Sunday, May 07, 2006

Building AMBER 9 Parallel Ports with Pre-built MPI Libraries with XLF90

For years my impression was that prebuilt binaries for something like MPI library only bring me troubles, therefore I normally recommend compiling MPI library by ourselves. Take this prebuilt mpich package from hpc.sourceforge.net for example:
Downloading MPICH

This doesn't work with AMBER 9. Several reasons that this is not working with env MPI_HOME=/usr/local/mpich ./configure -mpich xlf90_macosx are:

  1. the library function names have double-underscore tail xlf90 can not produce more than one underscore.
  2. /usr/local/mpich/bin/mpif90 -show is not working, the configure script is not happy. (i.e. This mpich has to be configured with f90 option.)

When it goes to LAM-MPI, you might think that the official build from lam-mpi homepage should be working:
Downloading LAM-MPI
Unfortunately this doesn't work with AMBER 9, either. The reason is similar, no FORTRAN options were compiled into the package. (see the output of /usr/local/bin/mpif77 -showme)

Then I stumbled across another build from York University:
Downloading LAM-MPI-xlf90
This seems to be working.
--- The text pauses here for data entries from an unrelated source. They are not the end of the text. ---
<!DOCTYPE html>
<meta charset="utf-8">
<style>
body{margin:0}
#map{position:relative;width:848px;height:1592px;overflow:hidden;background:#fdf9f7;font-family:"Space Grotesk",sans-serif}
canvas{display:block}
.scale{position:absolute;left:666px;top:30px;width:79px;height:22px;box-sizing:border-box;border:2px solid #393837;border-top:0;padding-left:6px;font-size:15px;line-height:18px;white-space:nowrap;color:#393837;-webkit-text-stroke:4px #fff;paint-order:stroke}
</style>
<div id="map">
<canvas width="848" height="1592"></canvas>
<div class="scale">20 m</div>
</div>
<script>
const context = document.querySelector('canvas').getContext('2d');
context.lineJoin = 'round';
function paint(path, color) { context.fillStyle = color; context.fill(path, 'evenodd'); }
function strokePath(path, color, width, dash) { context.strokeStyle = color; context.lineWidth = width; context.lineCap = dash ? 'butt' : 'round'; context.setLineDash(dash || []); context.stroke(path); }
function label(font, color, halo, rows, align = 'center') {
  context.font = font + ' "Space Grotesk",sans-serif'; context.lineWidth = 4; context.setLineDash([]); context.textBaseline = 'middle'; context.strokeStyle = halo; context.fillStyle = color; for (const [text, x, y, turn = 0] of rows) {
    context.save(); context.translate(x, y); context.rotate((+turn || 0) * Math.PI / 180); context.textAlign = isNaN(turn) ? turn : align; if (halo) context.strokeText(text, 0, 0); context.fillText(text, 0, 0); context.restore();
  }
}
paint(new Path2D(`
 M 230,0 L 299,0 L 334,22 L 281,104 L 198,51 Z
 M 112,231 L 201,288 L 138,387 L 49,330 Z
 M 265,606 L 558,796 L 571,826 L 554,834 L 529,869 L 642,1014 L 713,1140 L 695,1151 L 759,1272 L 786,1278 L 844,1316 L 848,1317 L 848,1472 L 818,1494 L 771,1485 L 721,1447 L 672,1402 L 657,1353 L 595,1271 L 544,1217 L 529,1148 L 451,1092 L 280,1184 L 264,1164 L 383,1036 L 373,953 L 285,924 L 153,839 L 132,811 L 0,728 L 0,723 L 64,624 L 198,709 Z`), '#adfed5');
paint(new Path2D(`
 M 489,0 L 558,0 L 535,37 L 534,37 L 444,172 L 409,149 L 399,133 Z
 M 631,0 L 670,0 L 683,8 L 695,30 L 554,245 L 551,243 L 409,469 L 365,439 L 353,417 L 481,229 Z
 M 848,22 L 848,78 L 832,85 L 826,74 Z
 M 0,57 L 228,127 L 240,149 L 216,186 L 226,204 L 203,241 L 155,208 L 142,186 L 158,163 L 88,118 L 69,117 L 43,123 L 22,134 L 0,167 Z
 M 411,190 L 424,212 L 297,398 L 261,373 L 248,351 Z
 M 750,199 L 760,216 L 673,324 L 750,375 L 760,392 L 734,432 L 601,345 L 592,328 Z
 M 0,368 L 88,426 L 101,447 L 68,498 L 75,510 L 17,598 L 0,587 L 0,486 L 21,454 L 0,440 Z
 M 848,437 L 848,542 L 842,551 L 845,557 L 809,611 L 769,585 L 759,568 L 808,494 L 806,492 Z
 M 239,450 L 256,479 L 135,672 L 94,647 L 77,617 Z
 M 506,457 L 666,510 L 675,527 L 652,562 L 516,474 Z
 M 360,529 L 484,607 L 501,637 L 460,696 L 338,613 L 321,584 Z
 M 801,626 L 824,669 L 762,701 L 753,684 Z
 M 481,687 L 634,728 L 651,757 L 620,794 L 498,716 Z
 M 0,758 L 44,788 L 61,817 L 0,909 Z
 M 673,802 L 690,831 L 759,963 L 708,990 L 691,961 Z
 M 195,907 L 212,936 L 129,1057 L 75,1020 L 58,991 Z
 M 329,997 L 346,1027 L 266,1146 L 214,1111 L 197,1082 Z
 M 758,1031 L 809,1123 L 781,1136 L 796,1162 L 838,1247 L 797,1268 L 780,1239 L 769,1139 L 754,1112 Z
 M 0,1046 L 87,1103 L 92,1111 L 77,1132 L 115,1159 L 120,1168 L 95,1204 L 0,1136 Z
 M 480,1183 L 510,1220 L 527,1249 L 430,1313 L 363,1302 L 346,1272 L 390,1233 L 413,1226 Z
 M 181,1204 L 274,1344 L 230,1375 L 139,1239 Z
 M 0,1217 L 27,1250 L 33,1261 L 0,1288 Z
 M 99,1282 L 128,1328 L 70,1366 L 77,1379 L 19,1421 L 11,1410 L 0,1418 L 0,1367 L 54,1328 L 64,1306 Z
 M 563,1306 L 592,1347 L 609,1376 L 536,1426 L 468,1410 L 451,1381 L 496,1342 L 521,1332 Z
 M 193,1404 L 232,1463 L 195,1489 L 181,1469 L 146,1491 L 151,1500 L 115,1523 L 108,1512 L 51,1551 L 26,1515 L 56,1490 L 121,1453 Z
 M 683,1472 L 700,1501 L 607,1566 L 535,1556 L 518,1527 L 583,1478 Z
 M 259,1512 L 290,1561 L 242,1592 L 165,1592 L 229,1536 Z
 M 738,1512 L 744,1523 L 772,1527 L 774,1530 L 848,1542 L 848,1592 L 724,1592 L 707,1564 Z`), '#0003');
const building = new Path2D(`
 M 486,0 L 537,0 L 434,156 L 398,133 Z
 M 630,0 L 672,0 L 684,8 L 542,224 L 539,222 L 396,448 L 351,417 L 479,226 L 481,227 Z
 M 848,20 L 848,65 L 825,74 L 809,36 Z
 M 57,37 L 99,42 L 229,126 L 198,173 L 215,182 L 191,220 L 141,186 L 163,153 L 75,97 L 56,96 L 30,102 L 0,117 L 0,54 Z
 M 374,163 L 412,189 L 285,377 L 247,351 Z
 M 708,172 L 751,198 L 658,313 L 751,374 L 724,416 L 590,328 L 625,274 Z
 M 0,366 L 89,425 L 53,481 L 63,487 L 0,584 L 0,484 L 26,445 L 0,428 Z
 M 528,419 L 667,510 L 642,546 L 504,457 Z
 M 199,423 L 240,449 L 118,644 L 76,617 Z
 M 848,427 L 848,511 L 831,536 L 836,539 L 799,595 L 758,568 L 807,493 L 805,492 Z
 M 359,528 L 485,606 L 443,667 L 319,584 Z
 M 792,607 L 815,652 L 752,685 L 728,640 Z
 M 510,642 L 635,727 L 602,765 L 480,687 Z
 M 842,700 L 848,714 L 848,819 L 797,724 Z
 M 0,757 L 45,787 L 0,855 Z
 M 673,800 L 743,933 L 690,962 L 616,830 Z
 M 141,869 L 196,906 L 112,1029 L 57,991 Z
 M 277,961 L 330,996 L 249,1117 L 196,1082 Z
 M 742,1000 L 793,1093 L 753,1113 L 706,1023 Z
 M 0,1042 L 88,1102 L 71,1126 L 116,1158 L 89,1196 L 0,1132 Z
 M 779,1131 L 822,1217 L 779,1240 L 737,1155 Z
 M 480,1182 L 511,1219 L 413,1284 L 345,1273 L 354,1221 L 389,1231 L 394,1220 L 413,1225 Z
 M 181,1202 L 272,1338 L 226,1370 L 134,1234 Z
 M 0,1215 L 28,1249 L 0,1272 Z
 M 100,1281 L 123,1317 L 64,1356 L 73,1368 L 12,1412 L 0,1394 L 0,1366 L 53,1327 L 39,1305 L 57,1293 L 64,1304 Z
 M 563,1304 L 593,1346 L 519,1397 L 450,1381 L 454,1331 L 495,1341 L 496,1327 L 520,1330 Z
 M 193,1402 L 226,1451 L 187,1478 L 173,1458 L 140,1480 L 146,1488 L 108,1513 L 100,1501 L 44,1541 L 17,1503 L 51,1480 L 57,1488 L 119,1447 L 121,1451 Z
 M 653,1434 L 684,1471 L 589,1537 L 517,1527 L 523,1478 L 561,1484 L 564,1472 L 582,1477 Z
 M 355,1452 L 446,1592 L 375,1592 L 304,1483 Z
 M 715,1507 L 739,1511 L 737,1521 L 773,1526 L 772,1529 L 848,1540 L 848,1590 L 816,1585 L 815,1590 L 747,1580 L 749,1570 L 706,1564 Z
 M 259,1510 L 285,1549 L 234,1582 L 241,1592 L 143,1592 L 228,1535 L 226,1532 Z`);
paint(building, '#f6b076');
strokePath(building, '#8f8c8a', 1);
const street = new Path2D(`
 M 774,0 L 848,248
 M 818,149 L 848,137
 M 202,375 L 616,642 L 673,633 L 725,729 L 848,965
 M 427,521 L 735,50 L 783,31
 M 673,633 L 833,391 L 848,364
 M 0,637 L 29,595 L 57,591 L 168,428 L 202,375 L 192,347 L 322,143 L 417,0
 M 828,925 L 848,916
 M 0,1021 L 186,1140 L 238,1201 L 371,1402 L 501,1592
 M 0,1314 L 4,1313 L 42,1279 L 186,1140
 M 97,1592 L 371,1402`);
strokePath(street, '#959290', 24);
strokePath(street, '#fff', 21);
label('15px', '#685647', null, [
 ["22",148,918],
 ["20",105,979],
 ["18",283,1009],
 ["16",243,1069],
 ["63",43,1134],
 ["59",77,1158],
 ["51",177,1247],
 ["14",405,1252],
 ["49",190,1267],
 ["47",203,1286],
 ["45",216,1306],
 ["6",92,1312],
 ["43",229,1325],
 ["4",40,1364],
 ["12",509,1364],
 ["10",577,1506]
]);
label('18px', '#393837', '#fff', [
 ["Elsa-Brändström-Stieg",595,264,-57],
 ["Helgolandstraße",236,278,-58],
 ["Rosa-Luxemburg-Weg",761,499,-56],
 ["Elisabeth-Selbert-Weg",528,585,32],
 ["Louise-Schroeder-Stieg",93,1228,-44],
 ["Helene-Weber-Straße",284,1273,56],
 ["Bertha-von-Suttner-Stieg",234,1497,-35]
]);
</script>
These steps are required:

  1. mkdir -p /Applications/Darwin; tar zxvf lam-7.1-xlf.tar.gz -C /Application/Darwin/ (Not everyone can write to /Applications/, so it's not very ideal for ordinary endusers of a Macintosh cluster.)
  2. If you got this error when doing make parallel:
    /usr/bin/ld: table of contents for archive: /Applications/Darwin/lam-7.1-xlf/lib/liblammpio.a is out of date; rerun ranlib(1) (can't load from it)
    /usr/bin/ld: table of contents for archive: /Applications/Darwin/lam-7.1-xlf/lib/liblamf77mpi.a is out of date; rerun ranlib(1) (can't load from it)
    /usr/bin/ld: table of contents for archive: /Applications/Darwin/lam-7.1-xlf/lib/libmpi.a is out of date; rerun ranlib(1) (can't load from it)
    /usr/bin/ld: table of contents for archive: /Applications/Darwin/lam-7.1-xlf/lib/liblam.a is out of date; rerun ranlib(1) (can't load from it)
    make[1]: *** [sander.MPI] Error 1
    make: *** [parallel] Error 2

    Don't panic, just do "ranlib /Applications/Darwin/lam-7.1-xlf/lib/*.a".
  3. Please remember to put /Applications/Darwin/lam-7.1-xlf/bin in the path or lamboot won't start.

Some friends might find that the AMBER 9 compilation fails and gives some errors like this:
xlf90_r -qfree=f90 -o sander.MPI [skipped a lot of *.o obj] ../lmod/lmod.a ../lapack/lapack.a ../blas/blas.a ../lib/nxtsec.o ../lib/sys.a -L/usr/local/mpich/lib -lpmpich -lmpich -lpmpich -lmpich -Wl,-framework -Wl,Accelerate
/usr/bin/ld: Undefined symbols:
_mpi_bcast
_mpi_irecv
**********
***OMIT***
**********
_mpi_waitany
_mpi_waitall
_mpi_type_free
make[1]: *** [sander.MPI] Error 1
make: *** [parallel] Error 2

Here we need to check first of all if the library we are linking (red colored in the error log above.) exists. But in case you don't even have those red colored argument, your pre-built MPI library is not working. If the library files indeed exist, use "nm" command to check the names of the functions. For example:

nm /usr/local/mpich/lib/libmpich.a | grep mpi_type_free
If the result is 00000000 T _mpi_type_free_, then you can add some argument to tell xlf90 you need to add a trailing underscore to the function name you want to.
make -e AMBERBUILDFLAGS="-qextname=mpi_bcast:mpi_irecv:...skipped..."
but for 00000000 T _mpi_type_free__ (two trailing underscores), please just give up and build your own library instead.